La disputa por las tasas municipales sumó un capítulo clave con un fallo de la Corte Suprema que favoreció a la empresa concesionaria de aeropuertos y limitó la capacidad de cobro de un municipio. El tribunal supremo resolvió que la Municipalidad de Bariloche no puede aplicar una tasa de Seguridad e Higiene sobre el aeropuerto local, en una causa que enfrentó a la comuna con Aeropuertos Argentina.
El conflicto tuvo como eje la intención del gobierno local, encabezado por Walter Cortés, de cobrar un tributo municipal sobre la actividad aeroportuaria. Sin embargo, la Corte dejó sin efecto esa pretensión y estableció que la jurisdicción corresponde al Estado nacional.
Desde el sector aclararon que el caso no involucró las tasas aeroportuarias habituales, sino un gravamen municipal específico que la intendencia intentó imponer sobre la concesionaria.
El fallo se apoyó en la condición federal del predio donde se ubica el aeropuerto, ya que forma parte del Parque Nacional Nahuel Huapi. A partir de esa definición, los jueces consideraron que el municipio no tiene facultades para ejercer control ni cobrar tributos sobre ese territorio.
La resolución retomó un antecedente del propio tribunal de 2024. En ese momento, la Corte declaró inconstitucionales normas de la provincia de Río Negro que habían incorporado tierras del parque nacional al ejido urbano de Bariloche. Según esa decisión, esas leyes avanzaron sobre bienes que pertenecen de forma exclusiva al Estado nacional.
El litigio se inició por una presentación del Organismo Regulador del Sistema Nacional de Aeropuertos (Orsna), al que luego se sumó la empresa concesionaria. El objetivo fue frenar la incertidumbre generada por el intento del municipio de aplicar controles y exigir el pago de la tasa.

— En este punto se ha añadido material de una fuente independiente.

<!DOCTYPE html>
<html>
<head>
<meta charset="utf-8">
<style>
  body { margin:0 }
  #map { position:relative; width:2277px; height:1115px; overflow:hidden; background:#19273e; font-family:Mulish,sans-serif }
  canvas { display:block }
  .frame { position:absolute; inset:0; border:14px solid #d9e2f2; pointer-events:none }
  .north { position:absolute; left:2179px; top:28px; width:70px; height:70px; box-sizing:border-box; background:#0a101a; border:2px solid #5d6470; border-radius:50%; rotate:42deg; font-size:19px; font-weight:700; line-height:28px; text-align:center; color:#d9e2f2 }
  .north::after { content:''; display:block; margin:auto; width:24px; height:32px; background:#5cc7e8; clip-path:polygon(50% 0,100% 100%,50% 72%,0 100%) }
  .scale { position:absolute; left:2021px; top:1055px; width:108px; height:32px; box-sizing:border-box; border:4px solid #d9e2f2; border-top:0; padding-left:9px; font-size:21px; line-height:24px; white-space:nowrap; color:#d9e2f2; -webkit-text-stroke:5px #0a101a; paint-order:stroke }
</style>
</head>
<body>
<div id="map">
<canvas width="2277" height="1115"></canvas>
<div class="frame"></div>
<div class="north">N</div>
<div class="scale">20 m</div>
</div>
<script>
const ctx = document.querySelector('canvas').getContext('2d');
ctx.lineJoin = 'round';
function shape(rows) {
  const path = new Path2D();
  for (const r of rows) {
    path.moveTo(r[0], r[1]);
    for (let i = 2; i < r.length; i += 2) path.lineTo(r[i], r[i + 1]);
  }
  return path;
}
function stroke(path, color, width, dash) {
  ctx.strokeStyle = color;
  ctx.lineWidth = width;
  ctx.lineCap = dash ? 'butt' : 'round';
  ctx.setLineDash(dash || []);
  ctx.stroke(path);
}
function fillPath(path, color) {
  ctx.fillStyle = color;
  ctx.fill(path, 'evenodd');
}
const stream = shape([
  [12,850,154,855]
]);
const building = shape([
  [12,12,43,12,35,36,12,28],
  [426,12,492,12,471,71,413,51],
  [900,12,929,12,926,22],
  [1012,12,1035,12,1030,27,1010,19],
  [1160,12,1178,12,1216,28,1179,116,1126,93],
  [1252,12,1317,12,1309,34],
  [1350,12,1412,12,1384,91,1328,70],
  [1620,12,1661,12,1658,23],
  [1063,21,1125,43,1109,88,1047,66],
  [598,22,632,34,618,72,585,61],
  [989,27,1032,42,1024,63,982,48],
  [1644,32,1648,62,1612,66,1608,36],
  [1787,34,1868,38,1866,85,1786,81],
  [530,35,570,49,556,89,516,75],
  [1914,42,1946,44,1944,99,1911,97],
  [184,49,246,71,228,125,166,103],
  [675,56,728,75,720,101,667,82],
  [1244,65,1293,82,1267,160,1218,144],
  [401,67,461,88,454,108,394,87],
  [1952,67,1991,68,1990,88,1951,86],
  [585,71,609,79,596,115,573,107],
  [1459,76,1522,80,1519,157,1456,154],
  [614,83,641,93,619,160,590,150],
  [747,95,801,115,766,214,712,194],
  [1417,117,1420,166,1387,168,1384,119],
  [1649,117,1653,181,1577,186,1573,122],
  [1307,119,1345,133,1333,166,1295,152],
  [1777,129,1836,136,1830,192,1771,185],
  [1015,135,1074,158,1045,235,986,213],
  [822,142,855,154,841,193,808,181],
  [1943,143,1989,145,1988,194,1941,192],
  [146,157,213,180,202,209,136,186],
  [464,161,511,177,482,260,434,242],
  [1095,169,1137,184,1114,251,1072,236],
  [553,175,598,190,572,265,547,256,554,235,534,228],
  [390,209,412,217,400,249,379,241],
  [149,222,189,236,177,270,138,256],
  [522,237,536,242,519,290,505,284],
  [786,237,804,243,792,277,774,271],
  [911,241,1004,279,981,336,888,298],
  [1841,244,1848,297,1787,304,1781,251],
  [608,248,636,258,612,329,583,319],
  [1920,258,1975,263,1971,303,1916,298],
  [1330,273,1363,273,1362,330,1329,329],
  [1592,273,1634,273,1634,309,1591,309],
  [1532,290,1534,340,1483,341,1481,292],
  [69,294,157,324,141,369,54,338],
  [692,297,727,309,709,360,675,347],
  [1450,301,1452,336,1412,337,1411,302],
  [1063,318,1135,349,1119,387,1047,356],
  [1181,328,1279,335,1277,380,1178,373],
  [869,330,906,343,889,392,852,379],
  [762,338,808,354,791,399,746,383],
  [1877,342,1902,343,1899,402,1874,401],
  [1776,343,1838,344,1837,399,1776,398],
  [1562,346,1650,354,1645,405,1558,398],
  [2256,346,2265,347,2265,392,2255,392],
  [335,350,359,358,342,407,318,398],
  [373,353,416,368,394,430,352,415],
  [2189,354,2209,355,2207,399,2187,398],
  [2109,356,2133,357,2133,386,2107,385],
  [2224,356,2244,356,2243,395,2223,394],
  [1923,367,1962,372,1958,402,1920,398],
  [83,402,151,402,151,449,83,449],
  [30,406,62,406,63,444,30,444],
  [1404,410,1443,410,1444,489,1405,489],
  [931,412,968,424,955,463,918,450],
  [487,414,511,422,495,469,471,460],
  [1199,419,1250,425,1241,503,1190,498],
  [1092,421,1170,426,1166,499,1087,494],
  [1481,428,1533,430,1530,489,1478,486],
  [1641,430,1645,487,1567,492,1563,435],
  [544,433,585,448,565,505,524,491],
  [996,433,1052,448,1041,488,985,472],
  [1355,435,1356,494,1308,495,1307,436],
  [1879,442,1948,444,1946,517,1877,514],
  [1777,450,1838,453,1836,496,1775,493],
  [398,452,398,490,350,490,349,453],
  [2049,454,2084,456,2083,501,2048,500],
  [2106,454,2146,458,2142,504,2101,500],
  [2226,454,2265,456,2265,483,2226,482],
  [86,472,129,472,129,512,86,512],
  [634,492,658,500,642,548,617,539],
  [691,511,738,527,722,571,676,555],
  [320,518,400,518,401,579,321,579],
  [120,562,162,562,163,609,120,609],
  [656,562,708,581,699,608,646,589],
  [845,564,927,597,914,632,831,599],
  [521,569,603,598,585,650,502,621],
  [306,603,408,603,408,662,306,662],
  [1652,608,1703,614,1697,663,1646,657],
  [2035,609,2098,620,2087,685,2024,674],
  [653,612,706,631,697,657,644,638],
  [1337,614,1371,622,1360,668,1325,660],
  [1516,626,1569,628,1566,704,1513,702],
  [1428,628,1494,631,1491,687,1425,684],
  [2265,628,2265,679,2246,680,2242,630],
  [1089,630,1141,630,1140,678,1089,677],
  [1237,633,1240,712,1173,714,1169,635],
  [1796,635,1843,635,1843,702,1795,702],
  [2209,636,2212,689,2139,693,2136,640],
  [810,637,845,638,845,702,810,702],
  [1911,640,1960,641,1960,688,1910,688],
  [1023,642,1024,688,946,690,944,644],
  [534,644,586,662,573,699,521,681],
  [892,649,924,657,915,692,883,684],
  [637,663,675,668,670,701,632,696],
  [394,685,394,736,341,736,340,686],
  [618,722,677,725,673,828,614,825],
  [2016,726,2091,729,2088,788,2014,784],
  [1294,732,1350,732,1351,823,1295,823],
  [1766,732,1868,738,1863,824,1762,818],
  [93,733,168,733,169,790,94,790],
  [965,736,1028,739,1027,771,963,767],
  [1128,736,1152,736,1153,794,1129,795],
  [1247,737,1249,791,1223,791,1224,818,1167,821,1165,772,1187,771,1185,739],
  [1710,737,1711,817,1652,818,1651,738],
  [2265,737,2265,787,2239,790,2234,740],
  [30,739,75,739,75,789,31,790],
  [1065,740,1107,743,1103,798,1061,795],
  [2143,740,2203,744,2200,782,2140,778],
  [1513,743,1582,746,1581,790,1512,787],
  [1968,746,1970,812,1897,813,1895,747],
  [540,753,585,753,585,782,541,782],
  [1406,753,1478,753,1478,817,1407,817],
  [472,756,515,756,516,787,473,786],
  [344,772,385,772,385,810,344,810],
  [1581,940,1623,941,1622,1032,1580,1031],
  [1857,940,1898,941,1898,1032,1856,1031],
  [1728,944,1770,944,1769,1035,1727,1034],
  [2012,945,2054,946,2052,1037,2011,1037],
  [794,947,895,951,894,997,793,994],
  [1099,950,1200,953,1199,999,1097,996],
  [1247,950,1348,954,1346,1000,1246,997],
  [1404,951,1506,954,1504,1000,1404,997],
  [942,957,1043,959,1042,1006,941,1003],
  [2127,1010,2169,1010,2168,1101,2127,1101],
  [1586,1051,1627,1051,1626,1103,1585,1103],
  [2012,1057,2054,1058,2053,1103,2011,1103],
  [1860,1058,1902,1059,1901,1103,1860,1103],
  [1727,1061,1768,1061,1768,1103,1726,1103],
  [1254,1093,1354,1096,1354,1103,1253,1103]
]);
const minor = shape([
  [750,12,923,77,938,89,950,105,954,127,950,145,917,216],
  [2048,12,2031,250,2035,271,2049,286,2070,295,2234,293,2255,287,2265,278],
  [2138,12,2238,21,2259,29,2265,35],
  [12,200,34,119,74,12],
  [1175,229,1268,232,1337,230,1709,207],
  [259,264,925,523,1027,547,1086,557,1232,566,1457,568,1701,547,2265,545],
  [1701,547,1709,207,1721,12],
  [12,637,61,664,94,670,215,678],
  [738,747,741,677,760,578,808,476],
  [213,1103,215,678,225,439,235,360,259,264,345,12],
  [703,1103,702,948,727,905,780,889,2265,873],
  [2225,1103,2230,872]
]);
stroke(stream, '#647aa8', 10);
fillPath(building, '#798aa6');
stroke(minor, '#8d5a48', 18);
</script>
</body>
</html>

La comuna había intimado a la empresa a informar sus ingresos para calcular el tributo. También advirtió sobre posibles sanciones y hasta la clausura del aeropuerto en caso de incumplimiento.
En primera instancia, la Justicia rechazó la postura municipal. Sin embargo, la Cámara Federal de General Roca habilitó el cobro. Esa decisión llevó el caso al máximo tribunal, que finalmente resolvió en favor de la empresa.
En sus fundamentos, Horacio Rosatti sostuvo que correspondía remitirse a la inconstitucionalidad ya declarada sobre la normativa provincial. Carlos Rosenkrantz afirmó que la potestad tributaria pretendida por el municipio “involucra una prestación que no compete a esa jurisdicción municipal”. Por su parte, Ricardo Lorenzetti explicó que la falta de competencia territorial impedía al municipio ejercer ese poder sobre el aeropuerto.
El fallo se conoció en un contexto de fuerte tensión entre el Gobierno nacional y los intendentes por el aumento de tasas locales. La decisión de la Corte marcó un antecedente que podría impactar en otros conflictos similares.
En paralelo, el Ejecutivo avanzó con medidas para exponer y limitar estos cobros. El Ministerio de Economía y la Jefatura de Gabinete habilitaron un mapa público para consultar tributos y un canal de denuncias por “excesos”. También impulsaron gestiones en más de 100 concejos deliberantes bonaerenses con el objetivo de reducir o eliminar tasas municipales.